» TASK STATEMENT
Show all the lines in the data below that include the word "scale".
[RECORDS FOR THIS TASK Boundary: Start]
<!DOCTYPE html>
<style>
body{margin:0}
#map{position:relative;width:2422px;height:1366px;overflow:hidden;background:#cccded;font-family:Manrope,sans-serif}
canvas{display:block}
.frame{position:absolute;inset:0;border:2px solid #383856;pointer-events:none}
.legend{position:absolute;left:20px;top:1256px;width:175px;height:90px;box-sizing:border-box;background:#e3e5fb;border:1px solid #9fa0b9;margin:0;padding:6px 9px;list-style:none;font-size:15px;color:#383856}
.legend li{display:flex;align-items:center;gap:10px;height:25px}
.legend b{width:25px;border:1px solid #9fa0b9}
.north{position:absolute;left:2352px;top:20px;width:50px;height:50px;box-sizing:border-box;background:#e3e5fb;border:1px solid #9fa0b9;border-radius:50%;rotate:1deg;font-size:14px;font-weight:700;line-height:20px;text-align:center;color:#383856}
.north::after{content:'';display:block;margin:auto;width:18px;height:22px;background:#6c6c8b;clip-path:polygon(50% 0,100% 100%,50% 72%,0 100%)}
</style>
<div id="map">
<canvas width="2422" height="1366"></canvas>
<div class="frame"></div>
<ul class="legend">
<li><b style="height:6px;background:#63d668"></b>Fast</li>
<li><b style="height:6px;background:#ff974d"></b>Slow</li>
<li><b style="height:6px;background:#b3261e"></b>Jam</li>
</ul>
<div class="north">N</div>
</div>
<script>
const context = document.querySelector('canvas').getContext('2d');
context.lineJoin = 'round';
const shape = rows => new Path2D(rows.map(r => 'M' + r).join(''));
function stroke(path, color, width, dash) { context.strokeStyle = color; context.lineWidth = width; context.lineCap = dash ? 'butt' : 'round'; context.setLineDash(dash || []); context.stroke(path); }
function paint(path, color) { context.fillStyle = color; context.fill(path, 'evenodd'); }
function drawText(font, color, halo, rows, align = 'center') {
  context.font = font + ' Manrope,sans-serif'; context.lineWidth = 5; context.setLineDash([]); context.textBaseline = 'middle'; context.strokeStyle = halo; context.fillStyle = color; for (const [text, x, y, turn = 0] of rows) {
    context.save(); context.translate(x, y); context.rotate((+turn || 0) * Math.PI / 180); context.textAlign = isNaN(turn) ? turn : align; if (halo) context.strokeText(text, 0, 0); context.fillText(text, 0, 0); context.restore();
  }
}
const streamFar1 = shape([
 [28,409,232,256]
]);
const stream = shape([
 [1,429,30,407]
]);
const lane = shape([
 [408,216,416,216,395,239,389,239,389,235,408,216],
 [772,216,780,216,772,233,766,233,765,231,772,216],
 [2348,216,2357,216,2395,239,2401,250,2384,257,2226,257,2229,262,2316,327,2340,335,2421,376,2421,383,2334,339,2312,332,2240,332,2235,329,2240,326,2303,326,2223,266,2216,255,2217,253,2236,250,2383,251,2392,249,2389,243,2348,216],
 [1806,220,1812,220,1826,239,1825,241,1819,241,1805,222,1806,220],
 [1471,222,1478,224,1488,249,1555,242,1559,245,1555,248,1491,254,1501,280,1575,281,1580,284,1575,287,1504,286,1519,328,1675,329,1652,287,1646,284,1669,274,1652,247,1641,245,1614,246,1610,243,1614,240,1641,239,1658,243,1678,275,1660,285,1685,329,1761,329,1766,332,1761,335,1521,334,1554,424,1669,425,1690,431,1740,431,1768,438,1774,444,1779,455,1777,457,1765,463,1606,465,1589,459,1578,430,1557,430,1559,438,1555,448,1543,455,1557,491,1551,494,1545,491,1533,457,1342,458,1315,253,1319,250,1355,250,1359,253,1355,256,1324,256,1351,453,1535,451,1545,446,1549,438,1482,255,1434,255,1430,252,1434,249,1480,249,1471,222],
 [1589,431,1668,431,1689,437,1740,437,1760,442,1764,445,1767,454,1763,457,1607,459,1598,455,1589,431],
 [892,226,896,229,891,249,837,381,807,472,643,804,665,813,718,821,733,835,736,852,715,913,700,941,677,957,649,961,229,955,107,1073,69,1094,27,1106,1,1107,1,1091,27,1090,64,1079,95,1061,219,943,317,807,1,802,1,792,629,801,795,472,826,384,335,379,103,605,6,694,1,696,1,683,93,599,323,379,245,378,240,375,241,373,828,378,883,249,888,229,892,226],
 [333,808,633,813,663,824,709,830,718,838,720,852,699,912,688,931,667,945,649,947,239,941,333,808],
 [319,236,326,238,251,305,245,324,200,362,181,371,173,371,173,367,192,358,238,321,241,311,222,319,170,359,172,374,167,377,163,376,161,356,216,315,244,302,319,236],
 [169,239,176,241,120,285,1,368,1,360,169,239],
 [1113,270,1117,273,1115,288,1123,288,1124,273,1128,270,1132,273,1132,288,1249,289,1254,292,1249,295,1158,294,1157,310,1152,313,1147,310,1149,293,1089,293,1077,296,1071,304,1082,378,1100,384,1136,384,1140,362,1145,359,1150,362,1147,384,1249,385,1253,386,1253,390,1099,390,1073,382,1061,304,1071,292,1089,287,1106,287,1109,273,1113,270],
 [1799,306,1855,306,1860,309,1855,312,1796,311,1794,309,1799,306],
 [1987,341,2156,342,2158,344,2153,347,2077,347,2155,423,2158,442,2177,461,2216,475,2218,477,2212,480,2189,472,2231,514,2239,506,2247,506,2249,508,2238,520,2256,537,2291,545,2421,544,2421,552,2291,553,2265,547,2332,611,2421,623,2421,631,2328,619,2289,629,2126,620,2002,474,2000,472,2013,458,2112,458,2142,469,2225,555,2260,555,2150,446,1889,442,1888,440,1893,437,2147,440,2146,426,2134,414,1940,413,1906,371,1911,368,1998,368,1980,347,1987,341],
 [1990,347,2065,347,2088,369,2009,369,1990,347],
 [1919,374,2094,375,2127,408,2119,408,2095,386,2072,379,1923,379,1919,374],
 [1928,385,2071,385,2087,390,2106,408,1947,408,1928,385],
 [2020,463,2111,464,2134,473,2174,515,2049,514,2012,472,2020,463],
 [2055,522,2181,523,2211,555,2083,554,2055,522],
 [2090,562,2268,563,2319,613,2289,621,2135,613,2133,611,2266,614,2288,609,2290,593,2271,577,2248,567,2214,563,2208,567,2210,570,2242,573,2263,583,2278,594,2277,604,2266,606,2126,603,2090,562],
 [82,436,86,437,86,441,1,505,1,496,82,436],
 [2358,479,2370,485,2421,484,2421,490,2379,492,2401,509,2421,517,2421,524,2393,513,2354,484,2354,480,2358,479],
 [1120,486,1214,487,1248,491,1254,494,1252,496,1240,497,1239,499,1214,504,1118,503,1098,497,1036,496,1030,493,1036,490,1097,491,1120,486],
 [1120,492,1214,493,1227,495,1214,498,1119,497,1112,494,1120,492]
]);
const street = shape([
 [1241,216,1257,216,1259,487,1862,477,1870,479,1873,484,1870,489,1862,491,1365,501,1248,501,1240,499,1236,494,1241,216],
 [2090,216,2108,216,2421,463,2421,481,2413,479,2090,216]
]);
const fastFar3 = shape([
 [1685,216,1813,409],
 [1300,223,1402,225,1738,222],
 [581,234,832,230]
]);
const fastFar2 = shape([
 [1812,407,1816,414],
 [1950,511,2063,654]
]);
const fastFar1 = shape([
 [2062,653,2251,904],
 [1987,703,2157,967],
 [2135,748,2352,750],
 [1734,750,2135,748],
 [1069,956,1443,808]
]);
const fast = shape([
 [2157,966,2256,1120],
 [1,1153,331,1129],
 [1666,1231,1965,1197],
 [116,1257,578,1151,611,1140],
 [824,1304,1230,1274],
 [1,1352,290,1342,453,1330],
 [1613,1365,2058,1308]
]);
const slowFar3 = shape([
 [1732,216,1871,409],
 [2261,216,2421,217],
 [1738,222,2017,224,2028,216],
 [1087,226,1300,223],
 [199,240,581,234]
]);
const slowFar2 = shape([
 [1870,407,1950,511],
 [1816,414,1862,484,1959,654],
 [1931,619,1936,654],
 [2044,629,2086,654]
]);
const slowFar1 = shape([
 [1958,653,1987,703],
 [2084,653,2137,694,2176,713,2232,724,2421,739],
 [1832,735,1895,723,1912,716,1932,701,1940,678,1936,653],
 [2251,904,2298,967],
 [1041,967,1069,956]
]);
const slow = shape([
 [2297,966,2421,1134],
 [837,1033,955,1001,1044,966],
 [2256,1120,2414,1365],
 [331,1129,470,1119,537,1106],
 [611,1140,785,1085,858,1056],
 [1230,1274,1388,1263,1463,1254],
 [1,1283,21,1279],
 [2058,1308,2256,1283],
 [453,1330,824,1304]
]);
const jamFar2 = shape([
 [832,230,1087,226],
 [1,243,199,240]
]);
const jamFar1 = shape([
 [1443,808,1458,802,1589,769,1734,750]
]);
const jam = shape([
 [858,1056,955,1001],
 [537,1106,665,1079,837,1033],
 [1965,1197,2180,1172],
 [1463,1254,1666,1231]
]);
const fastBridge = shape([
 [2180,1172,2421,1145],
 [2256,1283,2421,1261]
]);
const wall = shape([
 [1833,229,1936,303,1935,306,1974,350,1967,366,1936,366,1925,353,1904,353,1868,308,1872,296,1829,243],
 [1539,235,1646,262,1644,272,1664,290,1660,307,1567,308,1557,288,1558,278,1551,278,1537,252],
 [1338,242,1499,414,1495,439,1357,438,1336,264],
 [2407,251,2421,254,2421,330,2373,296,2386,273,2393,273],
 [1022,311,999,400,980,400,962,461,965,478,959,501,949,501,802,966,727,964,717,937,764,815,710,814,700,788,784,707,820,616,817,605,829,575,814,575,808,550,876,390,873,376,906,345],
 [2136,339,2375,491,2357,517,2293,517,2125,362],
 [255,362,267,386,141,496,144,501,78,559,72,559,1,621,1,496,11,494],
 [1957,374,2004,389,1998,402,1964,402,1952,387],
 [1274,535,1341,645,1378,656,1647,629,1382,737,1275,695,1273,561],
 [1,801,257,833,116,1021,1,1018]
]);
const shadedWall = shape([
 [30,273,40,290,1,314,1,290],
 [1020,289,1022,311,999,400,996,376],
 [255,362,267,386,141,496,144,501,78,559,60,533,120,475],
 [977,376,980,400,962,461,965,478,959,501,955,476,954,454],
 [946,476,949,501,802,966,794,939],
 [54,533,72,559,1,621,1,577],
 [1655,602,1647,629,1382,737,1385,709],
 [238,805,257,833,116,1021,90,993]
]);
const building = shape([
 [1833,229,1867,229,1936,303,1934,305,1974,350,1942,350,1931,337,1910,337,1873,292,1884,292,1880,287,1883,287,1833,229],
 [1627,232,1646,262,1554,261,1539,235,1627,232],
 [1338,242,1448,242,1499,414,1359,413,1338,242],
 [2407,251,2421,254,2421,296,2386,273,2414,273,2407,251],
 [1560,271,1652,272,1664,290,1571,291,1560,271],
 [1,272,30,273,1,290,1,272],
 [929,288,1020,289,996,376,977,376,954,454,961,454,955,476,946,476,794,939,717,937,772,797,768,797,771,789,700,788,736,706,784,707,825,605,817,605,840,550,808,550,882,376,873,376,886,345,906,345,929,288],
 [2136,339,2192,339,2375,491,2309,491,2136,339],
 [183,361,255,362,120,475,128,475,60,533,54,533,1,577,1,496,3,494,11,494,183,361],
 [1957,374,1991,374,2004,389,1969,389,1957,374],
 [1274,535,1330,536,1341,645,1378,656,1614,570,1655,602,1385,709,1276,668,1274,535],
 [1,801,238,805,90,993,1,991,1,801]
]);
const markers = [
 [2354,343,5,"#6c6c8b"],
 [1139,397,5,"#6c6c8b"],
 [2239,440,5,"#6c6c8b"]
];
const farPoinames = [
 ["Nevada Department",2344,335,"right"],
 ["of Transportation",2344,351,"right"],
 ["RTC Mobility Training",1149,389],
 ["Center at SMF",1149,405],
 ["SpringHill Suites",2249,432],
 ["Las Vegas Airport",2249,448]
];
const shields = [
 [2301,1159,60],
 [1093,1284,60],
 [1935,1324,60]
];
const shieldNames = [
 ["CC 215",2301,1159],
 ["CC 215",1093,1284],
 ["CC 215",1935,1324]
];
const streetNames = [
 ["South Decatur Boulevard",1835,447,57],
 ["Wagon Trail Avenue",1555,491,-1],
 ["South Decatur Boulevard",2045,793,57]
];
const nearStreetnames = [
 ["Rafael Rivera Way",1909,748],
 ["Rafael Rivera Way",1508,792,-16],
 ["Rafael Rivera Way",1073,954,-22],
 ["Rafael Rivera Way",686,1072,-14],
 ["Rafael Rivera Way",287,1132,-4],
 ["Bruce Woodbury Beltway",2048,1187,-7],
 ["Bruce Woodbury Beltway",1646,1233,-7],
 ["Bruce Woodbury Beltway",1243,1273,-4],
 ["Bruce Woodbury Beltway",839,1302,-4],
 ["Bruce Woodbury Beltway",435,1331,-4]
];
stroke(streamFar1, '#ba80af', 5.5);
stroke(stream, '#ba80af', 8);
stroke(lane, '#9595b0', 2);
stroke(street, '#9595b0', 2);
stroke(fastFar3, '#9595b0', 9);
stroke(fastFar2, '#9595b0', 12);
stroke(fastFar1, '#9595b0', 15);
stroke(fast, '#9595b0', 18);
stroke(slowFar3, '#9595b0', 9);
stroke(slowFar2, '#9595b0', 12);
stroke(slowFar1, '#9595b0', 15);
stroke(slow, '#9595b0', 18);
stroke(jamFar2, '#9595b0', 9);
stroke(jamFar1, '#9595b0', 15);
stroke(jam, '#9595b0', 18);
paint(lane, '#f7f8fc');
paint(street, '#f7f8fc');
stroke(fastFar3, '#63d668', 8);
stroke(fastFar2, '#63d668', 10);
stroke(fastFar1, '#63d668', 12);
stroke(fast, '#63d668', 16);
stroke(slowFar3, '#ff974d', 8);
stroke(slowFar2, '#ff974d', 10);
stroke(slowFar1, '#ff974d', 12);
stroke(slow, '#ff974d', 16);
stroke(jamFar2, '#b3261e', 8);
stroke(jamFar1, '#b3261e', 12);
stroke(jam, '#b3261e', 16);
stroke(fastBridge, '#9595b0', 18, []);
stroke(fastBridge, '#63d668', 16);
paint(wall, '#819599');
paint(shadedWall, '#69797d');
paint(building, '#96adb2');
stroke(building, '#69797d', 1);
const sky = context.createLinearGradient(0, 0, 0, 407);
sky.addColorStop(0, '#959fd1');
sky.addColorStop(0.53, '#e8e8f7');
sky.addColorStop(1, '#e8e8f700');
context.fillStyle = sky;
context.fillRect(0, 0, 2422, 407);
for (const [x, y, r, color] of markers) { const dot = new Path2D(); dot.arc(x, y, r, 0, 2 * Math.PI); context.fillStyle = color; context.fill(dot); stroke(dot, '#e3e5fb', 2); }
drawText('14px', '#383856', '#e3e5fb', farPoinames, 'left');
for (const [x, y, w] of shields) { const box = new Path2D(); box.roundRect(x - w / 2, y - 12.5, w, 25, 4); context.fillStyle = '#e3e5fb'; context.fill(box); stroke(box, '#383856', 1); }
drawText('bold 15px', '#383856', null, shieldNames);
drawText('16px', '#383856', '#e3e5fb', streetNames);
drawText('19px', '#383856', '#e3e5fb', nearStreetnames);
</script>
[RECORDS FOR THIS TASK Boundary: End]
[RECORDS FOR THIS TASK Boundary: Start]
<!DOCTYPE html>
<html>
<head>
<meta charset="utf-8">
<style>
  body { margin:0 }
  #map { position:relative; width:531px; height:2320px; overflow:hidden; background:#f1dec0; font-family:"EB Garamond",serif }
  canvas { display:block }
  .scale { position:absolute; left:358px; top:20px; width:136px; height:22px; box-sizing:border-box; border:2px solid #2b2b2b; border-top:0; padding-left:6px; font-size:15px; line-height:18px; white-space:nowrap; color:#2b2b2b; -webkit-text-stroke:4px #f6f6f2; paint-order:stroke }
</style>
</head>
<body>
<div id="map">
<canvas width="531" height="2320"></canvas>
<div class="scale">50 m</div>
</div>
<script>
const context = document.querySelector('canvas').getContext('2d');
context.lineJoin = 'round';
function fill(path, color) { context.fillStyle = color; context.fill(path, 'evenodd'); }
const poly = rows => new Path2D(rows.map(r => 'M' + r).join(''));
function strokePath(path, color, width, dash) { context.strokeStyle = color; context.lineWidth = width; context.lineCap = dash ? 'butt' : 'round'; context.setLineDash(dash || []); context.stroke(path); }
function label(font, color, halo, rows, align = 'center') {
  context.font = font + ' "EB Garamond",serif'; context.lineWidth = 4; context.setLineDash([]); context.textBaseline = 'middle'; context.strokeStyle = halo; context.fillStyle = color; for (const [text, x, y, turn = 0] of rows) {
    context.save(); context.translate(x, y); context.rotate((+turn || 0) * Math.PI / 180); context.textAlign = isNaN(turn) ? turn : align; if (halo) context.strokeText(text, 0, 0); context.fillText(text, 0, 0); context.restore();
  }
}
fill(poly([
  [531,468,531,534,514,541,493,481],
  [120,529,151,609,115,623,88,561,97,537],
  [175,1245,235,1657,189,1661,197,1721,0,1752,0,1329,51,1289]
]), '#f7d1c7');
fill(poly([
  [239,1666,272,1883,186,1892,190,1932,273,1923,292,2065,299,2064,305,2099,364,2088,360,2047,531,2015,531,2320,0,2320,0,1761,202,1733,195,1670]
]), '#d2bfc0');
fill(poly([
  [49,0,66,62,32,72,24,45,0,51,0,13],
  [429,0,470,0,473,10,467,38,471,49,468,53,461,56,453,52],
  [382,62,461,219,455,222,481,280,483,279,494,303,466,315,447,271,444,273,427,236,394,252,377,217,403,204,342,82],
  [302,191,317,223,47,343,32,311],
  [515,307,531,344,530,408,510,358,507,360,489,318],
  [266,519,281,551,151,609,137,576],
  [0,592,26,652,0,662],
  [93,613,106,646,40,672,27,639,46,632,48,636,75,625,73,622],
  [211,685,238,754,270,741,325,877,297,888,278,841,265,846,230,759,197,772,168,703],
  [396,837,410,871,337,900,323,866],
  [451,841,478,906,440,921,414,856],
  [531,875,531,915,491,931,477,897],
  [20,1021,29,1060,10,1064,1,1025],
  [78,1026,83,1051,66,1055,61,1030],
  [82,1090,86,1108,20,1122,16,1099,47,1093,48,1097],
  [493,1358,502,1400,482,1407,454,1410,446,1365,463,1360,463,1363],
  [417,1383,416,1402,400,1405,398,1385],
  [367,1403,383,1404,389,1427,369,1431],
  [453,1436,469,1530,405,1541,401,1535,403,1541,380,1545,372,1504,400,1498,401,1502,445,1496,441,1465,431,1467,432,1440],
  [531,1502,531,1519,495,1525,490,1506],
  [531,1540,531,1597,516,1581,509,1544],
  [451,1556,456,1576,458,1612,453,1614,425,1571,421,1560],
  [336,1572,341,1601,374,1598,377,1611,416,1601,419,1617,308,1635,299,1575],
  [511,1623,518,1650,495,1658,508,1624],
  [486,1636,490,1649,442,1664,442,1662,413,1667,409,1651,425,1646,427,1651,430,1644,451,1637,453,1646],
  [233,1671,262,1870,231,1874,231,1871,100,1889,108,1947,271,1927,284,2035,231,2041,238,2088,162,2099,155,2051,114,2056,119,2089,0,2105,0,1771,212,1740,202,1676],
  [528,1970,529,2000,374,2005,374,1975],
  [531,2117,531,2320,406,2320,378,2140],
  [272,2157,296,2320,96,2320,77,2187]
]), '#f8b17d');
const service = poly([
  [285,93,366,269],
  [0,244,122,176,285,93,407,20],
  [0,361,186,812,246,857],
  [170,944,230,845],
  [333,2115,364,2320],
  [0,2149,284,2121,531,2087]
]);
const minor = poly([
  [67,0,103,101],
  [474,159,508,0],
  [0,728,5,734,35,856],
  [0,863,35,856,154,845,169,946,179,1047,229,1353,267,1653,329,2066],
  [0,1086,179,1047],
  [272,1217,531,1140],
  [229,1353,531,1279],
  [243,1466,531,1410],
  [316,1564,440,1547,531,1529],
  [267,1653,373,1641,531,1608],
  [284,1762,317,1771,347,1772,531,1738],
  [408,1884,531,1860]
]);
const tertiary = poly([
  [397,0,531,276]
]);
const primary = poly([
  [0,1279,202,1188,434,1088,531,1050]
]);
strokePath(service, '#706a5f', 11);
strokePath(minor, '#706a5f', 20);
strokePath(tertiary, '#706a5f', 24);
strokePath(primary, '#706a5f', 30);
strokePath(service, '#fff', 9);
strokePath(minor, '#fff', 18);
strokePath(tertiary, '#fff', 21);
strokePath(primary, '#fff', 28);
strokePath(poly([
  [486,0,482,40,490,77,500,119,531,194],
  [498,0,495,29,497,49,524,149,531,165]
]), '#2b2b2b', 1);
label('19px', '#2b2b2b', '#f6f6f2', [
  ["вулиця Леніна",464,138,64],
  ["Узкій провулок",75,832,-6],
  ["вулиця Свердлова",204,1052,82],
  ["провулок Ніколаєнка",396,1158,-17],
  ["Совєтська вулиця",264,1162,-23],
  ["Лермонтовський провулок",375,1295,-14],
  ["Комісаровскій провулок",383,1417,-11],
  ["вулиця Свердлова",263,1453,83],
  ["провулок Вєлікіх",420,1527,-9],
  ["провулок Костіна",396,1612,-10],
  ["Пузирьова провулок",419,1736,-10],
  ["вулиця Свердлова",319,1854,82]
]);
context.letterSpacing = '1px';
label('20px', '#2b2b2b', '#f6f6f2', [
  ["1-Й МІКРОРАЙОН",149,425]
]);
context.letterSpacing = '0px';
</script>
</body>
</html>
[RECORDS FOR THIS TASK Boundary: End]
» OUTPUT BELOW
  .scale { position:absolute; left:358px; top:20px; width:136px; height:22px; box-sizing:border-box; border:2px solid #2b2b2b; border-top:0; padding-left:6px; font-size:15px; line-height:18px; white-space:nowrap; color:#2b2b2b; -webkit-text-stroke:4px #f6f6f2; paint-order:stroke }
<div class="scale">50 m</div>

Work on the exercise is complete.